Autonomy for eastern Bolivia?
By a vote of over 60 percent, the people of the state of Santa Cruz in Eastern Bolivia have approved a referendum that asserts more rights. It is a step toward a looser federation, but it may not have much practical effect, as the populist President Evo Morales has declared the vote "illegal." Santa Cruz is the wealthiest part of Bolivia and is a vital part of the nation's economy, because that is where most of the petroleum reserves are located, and the controversy over exporting hydrocarbons was one of the main issues that brought Morales to power. Morales is pushing for a vote to approve a major revision of the Bolivian constitution this month, aiming to centralize power in executive hands, supposedly for the sake of enhancing the rights of Indians in Bolivia. See Washington Post.

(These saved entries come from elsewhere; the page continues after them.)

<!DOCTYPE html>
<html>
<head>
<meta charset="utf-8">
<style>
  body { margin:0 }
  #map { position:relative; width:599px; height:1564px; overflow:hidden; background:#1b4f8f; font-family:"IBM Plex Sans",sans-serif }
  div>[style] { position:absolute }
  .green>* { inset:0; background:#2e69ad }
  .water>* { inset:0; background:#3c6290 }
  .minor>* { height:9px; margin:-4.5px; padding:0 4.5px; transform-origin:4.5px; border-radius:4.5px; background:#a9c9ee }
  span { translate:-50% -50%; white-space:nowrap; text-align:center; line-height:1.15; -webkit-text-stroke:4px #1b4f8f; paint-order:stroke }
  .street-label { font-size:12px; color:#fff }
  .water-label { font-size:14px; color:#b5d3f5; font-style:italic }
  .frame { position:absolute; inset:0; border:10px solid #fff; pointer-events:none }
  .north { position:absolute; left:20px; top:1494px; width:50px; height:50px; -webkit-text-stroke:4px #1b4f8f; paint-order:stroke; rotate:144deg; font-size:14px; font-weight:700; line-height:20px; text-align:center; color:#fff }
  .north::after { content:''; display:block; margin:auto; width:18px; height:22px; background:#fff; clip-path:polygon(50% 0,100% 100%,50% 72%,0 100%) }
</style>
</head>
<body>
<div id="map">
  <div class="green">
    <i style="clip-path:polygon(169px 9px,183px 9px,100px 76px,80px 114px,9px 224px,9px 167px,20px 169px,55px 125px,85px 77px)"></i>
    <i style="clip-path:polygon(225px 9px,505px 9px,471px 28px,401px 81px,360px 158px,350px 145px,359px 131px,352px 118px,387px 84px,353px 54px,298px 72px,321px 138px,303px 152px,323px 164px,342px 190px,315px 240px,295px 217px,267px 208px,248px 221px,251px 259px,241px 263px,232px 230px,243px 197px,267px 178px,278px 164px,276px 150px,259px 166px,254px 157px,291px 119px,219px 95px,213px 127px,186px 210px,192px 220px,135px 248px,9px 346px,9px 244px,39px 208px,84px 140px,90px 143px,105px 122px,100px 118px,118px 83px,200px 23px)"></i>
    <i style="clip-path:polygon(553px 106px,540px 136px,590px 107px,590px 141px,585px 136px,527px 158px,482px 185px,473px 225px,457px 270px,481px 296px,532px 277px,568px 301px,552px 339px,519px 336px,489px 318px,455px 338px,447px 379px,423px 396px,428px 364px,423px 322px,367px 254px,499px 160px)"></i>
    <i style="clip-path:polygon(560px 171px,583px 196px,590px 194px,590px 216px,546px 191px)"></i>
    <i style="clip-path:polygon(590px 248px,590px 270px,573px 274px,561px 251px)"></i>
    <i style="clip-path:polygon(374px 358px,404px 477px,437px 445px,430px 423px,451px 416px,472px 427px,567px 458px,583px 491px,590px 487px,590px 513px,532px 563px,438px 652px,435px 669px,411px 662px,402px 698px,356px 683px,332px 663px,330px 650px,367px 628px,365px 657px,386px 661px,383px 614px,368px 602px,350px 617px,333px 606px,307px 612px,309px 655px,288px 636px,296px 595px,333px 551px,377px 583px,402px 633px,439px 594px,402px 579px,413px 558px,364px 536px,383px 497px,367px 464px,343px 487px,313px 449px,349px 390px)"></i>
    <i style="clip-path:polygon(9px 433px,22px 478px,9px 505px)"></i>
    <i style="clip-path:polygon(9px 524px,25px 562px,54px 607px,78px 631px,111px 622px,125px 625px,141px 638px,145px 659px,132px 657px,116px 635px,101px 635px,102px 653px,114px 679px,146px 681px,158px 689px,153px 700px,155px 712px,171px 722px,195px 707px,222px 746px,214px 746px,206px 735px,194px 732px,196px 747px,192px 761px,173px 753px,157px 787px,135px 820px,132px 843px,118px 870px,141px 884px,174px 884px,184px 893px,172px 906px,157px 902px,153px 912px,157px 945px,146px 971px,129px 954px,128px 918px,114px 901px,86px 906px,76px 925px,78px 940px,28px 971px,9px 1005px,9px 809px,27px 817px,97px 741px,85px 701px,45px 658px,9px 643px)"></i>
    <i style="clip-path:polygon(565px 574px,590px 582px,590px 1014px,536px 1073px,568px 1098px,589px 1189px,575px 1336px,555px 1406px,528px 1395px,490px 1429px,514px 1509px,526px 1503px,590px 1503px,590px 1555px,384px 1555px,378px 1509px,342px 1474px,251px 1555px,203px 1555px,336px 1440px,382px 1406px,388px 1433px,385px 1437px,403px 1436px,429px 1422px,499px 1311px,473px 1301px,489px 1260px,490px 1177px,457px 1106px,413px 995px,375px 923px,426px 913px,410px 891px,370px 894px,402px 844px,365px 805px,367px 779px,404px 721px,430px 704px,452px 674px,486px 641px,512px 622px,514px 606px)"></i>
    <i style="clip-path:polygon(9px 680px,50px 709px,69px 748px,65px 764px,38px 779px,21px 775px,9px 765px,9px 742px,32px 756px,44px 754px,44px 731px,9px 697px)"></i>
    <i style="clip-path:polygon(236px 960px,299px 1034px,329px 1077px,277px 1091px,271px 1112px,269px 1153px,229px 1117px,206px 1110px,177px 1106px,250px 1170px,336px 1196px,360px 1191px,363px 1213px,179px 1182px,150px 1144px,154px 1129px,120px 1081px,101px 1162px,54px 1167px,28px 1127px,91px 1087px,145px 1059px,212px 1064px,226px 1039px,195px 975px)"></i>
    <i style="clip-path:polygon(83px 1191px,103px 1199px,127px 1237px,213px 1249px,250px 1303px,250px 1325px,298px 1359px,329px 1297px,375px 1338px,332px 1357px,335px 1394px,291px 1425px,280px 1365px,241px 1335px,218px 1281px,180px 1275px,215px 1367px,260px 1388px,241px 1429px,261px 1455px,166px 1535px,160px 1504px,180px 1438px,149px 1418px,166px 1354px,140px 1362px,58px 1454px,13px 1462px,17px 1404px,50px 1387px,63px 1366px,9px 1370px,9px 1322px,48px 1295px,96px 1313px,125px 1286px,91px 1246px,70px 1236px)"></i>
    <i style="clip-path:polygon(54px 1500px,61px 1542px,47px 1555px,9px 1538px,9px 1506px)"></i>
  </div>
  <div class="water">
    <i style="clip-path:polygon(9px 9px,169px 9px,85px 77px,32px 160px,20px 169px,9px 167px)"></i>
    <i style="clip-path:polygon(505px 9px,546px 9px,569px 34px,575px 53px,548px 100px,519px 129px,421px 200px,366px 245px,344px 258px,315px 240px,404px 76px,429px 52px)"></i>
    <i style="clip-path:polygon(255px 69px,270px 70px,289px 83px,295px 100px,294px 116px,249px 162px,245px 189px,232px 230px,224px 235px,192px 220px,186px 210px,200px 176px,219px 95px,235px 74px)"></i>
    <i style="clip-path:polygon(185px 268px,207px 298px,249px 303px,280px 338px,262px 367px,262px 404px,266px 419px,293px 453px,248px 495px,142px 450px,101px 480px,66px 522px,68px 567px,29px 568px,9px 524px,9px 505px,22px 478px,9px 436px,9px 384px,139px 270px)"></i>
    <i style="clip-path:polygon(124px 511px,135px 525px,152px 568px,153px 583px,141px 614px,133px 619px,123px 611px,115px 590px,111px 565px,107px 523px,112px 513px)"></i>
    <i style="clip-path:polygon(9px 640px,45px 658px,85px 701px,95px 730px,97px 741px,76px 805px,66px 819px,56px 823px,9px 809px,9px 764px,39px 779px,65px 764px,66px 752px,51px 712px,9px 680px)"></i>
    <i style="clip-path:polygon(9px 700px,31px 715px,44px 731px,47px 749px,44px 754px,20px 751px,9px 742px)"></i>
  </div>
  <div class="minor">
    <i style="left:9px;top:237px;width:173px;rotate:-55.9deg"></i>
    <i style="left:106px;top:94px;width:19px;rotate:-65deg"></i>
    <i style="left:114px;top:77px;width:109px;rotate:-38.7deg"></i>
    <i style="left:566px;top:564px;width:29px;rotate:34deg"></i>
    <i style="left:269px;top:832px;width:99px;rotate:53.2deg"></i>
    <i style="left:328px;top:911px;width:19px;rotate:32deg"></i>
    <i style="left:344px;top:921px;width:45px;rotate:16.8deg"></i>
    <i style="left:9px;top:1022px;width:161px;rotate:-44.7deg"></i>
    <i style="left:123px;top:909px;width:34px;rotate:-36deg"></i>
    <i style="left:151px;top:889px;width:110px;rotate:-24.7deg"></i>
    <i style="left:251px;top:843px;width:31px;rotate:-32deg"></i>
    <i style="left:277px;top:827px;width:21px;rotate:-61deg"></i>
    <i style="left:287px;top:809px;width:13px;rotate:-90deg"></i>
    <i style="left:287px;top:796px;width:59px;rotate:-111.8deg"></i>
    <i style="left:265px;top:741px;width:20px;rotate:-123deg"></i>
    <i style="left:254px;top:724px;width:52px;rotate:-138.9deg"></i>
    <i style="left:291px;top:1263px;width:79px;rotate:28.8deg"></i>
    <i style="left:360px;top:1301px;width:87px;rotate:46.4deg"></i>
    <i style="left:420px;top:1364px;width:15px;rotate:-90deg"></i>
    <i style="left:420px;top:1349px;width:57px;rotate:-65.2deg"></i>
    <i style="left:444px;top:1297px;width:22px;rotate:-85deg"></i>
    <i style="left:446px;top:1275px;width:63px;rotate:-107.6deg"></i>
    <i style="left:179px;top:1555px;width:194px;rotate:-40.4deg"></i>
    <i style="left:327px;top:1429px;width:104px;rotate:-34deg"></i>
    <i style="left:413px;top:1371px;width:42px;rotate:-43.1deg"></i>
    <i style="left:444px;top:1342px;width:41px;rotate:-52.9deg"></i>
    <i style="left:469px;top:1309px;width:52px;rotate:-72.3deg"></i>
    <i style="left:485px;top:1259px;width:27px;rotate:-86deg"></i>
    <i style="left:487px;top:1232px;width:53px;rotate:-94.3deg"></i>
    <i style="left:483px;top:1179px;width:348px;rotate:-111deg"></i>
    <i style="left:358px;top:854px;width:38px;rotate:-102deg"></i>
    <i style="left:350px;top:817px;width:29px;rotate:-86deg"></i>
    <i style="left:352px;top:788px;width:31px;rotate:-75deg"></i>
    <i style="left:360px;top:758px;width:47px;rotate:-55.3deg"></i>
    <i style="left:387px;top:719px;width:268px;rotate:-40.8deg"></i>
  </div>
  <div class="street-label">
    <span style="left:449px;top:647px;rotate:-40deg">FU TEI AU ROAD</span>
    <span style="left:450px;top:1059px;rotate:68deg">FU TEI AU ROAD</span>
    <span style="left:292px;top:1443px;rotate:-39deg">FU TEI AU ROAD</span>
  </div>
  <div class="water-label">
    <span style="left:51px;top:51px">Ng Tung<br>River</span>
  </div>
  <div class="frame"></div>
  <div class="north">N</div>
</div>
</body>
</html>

Since taking office two years ago, the young and energetic Morales has sharply polarized the nation of Bolivia by assuming despotic powers and using force against his opponents. He had urged his "grassroots" (mostly Indian) supporters to boycott the referendum, but even so an estimated 60 percent of eligible voters turned out. It is always ironic when demagogic leaders who pander to the masses get defeated in a free and open election.
Sexual rights for women?
They are also in the process of rewriting the constitution in Ecuador, and Maria Soledad Vela has proposed to include a provision giving women equal rights in sexual matters. That would be a major step forward in this culturally conservative society. "Opposition assembly member, Leonardo Viteri, accused her of trying to decree orgasm by law." See BBC.